• [What the exercise asks]: Go through the data and count the lines holding the string "linecap". Write only the number.

• [Source data]:

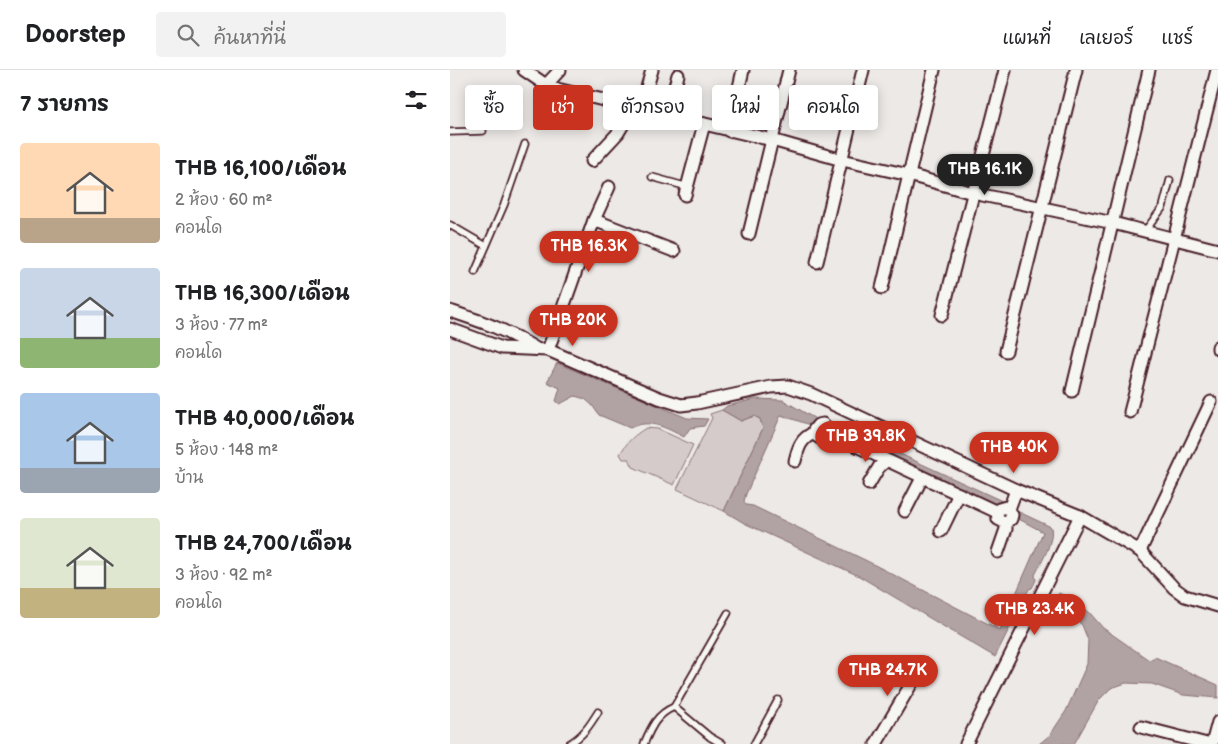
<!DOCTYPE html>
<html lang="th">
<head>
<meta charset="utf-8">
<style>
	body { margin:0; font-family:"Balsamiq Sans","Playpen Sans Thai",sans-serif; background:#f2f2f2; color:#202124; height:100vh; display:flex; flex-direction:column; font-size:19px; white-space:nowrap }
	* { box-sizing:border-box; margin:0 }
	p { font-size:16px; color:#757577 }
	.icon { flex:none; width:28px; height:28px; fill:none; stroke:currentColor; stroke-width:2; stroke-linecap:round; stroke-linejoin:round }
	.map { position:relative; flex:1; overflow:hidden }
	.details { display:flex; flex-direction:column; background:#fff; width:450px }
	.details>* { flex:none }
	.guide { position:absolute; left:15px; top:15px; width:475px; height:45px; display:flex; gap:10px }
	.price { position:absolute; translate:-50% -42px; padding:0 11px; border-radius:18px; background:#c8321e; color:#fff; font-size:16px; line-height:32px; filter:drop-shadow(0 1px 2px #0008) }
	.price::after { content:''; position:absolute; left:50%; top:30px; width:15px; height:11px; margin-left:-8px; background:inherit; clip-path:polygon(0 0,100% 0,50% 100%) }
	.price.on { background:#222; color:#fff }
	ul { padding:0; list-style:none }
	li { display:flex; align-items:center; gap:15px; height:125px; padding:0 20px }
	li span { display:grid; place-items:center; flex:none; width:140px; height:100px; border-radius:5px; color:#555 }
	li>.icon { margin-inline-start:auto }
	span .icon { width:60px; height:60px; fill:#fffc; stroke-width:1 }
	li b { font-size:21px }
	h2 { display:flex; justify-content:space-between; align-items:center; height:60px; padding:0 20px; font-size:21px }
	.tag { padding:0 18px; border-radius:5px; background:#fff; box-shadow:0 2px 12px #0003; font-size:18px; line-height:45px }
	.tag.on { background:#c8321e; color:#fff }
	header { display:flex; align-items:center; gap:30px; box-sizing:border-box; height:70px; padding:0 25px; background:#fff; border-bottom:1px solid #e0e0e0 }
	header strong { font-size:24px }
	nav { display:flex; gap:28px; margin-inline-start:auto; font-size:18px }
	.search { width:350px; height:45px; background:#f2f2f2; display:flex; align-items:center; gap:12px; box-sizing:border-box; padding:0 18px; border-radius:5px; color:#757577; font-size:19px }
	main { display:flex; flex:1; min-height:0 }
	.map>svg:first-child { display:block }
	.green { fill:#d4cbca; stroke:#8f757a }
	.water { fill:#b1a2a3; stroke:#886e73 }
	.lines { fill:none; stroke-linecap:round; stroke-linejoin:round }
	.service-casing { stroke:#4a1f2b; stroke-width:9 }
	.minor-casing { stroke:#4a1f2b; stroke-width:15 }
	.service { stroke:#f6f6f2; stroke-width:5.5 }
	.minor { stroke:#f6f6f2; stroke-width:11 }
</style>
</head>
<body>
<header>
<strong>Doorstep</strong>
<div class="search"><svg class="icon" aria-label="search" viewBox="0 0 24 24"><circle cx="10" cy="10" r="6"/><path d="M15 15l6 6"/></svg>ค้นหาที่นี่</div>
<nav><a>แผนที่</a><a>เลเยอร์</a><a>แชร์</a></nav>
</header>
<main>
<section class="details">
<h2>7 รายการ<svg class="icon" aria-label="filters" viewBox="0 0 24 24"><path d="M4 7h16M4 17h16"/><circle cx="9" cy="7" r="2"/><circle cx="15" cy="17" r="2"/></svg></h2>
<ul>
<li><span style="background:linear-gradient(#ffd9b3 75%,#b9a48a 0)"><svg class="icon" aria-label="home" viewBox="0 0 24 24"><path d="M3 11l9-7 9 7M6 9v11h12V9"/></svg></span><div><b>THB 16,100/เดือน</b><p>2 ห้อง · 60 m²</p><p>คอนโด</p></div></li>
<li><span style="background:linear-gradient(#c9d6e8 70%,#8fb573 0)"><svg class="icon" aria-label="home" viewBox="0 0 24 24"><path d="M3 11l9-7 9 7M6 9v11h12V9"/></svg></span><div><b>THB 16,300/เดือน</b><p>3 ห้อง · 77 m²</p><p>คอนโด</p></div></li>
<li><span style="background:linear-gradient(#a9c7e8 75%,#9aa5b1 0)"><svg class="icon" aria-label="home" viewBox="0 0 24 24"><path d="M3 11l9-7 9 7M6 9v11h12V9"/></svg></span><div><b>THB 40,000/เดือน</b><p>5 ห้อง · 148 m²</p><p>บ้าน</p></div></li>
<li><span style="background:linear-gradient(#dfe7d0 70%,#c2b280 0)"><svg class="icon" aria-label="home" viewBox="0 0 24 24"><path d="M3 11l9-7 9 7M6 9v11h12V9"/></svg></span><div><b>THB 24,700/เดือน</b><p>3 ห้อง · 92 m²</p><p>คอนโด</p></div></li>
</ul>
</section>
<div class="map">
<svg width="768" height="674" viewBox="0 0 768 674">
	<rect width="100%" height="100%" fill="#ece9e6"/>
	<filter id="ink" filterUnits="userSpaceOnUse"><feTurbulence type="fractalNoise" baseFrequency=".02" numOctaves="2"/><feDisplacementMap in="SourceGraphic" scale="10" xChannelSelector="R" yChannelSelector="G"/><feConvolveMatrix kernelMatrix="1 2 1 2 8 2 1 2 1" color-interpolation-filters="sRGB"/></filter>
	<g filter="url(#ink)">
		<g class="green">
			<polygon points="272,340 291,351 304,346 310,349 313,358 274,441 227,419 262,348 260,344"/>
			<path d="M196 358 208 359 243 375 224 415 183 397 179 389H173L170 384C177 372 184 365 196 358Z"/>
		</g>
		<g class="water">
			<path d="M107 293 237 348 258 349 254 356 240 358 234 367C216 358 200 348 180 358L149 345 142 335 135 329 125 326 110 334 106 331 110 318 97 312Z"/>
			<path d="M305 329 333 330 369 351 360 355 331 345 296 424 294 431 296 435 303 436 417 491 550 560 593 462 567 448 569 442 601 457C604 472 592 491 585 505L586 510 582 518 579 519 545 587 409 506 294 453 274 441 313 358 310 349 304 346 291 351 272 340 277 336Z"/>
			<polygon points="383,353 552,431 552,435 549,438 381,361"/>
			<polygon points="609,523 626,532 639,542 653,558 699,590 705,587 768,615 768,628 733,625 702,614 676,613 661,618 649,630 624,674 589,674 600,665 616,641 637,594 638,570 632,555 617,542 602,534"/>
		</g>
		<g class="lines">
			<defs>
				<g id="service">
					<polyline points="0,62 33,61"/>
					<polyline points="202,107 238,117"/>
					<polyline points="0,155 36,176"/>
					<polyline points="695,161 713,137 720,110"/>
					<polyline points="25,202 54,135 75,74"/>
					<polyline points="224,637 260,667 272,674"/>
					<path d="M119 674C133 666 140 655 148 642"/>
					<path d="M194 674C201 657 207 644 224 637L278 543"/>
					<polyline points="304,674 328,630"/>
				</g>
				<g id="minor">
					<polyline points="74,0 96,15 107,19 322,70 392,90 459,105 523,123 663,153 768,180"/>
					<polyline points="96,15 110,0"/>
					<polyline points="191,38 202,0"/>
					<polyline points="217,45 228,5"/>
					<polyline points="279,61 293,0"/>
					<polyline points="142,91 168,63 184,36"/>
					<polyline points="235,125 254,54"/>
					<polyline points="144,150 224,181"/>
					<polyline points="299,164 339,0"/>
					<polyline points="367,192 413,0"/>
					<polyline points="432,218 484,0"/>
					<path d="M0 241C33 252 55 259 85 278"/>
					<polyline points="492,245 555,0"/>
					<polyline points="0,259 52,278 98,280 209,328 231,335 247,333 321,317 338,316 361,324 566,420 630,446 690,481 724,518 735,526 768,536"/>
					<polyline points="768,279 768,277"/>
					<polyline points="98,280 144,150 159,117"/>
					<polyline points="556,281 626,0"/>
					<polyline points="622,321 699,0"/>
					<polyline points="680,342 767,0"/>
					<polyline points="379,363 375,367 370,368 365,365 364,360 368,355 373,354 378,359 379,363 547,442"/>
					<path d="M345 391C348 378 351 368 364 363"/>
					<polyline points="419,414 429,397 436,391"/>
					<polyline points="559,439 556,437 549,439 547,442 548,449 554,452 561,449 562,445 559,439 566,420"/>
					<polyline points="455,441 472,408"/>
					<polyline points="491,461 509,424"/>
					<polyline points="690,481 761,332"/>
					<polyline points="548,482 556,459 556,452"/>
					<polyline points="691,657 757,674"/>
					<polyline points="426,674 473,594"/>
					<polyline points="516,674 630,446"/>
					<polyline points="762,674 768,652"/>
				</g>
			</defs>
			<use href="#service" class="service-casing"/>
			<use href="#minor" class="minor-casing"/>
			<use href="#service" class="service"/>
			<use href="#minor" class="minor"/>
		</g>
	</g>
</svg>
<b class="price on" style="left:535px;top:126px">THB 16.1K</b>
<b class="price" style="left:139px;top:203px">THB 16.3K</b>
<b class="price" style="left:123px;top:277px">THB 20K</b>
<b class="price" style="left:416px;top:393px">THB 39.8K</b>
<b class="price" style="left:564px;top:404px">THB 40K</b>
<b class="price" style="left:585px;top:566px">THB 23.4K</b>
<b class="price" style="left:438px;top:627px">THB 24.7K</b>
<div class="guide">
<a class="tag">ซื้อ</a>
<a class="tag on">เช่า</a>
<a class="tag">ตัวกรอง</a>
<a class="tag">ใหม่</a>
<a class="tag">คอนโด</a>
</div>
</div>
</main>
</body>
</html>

• [Result]: 2